Preservação do patrimônio histórico cultural brasileiro
Enviada em 11/01/2021
“O conhecimento é, em si mesmo, um poder.” A afirmação do filósofo inglês Francis Bacon representa claramente a incapacidade da sociedade de valorizar a preservação do Patrimônio histórico cultural brasileiro, já que essa problemática se consolida justamente pelo desconhecimento populacional acerca da importância cultural identitária da nação, fato que reduz o poder de mudança desse quadro de negligência. Esse panorama tem origem incontestável na escassez de políticas de valorização da história do Brasil. Nesse sentido, não só a massificação cultural, como também a falta da discussão a cerca dos elementos culturais constribuem para o agravamento desse panorama.

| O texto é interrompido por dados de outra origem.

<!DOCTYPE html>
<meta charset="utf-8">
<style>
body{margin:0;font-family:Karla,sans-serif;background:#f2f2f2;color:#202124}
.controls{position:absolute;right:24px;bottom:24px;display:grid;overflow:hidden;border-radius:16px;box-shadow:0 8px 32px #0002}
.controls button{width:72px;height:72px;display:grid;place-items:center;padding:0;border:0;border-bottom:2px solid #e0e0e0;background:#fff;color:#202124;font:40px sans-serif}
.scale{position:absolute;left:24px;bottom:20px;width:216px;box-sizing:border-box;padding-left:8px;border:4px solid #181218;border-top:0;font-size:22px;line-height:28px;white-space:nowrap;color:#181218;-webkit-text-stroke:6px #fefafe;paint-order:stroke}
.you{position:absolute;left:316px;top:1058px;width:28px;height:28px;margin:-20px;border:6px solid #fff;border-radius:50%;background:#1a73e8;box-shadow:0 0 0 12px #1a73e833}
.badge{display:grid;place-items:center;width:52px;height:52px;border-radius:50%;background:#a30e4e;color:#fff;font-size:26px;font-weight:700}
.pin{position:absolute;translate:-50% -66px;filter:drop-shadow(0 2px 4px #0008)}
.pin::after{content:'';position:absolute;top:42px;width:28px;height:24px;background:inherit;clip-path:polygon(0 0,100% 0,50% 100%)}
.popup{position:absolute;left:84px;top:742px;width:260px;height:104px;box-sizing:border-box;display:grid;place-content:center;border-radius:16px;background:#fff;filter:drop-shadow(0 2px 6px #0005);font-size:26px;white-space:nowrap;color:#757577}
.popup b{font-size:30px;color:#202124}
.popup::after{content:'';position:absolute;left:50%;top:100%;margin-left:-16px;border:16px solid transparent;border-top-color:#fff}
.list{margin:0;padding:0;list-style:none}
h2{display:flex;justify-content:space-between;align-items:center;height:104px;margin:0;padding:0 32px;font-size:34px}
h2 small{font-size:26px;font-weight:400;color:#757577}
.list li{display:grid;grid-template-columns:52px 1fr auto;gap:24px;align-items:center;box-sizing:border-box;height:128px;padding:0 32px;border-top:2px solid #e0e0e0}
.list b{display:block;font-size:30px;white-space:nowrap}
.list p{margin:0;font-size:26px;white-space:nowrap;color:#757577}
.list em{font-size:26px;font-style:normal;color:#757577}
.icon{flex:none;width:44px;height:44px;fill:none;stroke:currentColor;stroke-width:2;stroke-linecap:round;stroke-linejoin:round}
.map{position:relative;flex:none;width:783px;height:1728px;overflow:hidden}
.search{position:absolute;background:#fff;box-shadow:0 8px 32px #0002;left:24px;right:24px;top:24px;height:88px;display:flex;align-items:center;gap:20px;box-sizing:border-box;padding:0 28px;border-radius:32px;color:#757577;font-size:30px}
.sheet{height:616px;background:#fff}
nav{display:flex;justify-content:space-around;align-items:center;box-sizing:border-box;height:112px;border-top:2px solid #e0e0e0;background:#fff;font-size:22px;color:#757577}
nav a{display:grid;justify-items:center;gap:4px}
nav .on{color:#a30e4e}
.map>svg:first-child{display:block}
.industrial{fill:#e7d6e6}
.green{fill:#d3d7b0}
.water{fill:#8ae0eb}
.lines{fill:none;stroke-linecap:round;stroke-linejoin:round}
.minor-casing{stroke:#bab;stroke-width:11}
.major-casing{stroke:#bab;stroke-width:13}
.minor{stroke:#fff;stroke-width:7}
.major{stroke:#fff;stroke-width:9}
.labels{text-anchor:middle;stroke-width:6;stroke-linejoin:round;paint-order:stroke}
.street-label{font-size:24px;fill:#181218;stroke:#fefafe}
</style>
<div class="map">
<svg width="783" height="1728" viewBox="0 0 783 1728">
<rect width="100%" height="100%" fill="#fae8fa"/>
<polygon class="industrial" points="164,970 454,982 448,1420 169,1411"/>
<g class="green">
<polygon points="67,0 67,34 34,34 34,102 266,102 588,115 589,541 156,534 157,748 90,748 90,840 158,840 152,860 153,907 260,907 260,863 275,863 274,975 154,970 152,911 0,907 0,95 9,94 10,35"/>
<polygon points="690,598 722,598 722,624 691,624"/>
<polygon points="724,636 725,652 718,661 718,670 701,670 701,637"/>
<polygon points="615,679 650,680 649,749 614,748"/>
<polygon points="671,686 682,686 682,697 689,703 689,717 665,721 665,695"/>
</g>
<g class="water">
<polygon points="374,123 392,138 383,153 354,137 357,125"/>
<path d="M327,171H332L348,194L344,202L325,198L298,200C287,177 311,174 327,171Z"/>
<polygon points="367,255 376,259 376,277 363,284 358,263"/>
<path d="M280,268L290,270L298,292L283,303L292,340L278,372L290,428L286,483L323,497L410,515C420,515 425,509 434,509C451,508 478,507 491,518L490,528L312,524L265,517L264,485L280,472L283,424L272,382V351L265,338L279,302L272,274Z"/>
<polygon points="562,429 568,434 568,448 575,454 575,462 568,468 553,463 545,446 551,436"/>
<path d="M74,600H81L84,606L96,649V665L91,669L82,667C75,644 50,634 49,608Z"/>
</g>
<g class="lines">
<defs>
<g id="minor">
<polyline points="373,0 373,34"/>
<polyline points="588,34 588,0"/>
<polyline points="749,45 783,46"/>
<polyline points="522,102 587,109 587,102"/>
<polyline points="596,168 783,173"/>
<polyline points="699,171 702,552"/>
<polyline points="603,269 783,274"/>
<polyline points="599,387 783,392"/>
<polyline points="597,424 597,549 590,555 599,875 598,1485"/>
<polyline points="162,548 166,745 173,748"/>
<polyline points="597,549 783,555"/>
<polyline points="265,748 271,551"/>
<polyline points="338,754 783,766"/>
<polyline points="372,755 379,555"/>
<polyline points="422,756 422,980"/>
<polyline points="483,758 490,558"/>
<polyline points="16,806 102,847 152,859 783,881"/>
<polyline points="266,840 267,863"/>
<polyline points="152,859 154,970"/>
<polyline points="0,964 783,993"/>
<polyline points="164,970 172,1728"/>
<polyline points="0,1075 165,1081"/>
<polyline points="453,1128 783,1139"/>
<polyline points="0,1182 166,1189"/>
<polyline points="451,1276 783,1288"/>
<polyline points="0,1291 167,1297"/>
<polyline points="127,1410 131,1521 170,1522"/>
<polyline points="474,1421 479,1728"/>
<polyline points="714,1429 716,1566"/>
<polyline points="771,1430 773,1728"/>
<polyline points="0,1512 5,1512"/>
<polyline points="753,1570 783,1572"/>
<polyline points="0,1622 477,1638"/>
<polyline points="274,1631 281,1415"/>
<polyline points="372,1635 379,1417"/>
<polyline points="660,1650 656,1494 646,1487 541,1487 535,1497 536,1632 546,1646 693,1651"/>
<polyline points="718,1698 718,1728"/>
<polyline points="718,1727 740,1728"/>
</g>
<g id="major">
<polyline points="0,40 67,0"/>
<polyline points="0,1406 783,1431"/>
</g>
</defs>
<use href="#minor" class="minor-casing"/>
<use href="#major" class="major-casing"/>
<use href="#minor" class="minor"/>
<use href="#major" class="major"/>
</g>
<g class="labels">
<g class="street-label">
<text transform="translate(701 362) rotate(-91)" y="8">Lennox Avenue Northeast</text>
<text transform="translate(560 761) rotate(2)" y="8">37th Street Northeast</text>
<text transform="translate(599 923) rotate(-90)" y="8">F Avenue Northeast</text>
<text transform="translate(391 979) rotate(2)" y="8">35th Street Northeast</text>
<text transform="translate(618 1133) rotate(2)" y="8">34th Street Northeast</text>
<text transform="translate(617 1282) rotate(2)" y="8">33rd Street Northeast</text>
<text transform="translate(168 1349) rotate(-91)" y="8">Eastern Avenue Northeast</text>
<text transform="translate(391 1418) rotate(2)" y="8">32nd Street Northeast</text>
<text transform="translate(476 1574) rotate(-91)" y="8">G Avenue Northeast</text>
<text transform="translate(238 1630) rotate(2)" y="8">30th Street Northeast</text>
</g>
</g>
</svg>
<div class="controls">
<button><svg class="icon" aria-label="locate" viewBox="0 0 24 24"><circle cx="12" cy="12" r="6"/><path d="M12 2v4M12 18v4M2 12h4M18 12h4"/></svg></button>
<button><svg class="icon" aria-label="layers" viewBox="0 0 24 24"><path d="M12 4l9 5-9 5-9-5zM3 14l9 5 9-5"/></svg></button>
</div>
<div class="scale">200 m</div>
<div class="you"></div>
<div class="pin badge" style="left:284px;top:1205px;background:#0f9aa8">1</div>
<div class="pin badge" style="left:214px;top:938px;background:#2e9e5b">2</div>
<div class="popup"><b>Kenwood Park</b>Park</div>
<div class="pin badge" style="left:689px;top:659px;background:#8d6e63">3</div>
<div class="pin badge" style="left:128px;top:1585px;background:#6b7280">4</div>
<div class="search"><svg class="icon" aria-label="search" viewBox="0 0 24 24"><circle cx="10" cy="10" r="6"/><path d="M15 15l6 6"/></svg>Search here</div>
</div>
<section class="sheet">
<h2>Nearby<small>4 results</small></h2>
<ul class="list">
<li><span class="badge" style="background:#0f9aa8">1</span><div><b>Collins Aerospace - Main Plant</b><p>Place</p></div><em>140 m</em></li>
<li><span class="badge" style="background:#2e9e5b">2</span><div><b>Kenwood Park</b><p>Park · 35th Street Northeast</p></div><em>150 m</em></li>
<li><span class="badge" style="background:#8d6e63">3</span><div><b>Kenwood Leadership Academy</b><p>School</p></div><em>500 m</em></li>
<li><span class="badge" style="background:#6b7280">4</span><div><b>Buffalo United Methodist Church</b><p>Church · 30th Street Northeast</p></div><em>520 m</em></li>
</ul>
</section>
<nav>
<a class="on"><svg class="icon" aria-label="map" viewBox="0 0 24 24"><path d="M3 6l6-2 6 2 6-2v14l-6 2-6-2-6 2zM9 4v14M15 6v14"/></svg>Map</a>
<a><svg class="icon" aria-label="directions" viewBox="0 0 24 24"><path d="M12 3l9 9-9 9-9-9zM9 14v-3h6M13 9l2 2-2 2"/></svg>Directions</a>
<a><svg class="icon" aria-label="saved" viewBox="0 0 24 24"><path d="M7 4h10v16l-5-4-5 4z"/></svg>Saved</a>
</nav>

Convém analisar, inicialmente, que segundo os sociólogos Adorno e Horkheimer, a “Indústria Cultural”, possui como uma de suas características a massificação. Nessa lógica, o que se observa na contemporaneidade é uma homogeneização dos produtos culturais,ou seja, o contato com hábitos e costumes diferentes resulta em uma difusão global no qual um elemento sobressai mais que o outro de modo que ele passa a ser considerado mais relevante. Entretanto, esse comportamento faz com que os indivíduos tenham mais apresso pela cultura exterior do que com as variantes locais, por exemplo, dialetos regionais, o que corrobora na gradual ignorancia em relação à preservação patrimonial.
Outrossim, o artigo 215 da Constituição Federal de 1988 prevê que o estado garantirá a todos o acesso às fontes da cultura nacional e apoiará e incentivará a valorização e difusão das manifestações culturais. Dessa maneira, é razoavél pensar que a escola, sendo uma das instituições responsáveis pela socialização do indivíduo, promove a realização desse direito na prática, porém, o que ocorre é uma fragilidade infraestrutural, principalmente, nas escolas públicas frente ao exercicio dessa cidadania, uma vez que não ocorre com frequencia visitas a museus e teatros locais, pois apesar da historiografia dada em salas o contato visual estabelece um reflexao mais profunda com o patrimônio.
Fica evidente, portanto, a urgência de medidas para reverter essa desvalorização. Logo, cabe a Secretaria Especial da Cultural em parceria com a mídia criar campanhas que abordem a importância do patrimonio cultural brasileiro por meio de novelas que encenem a formação e elementos constituientes da formação identitária, além de anúncios que retratem um patrimônio a fim de que a massificação seja amenizada e a haja maior conhecimento com os elementos locais. Ademais, é dever do Ministério da Educação incluir na grade curricular dos alunos um contato direto com a cultura local por intermédio de passeios escolares desde o ensino fundamental ao médio para que seja desconstruído a negligência cultural nacional brasileira e ocorra maior preservação do patrimônio.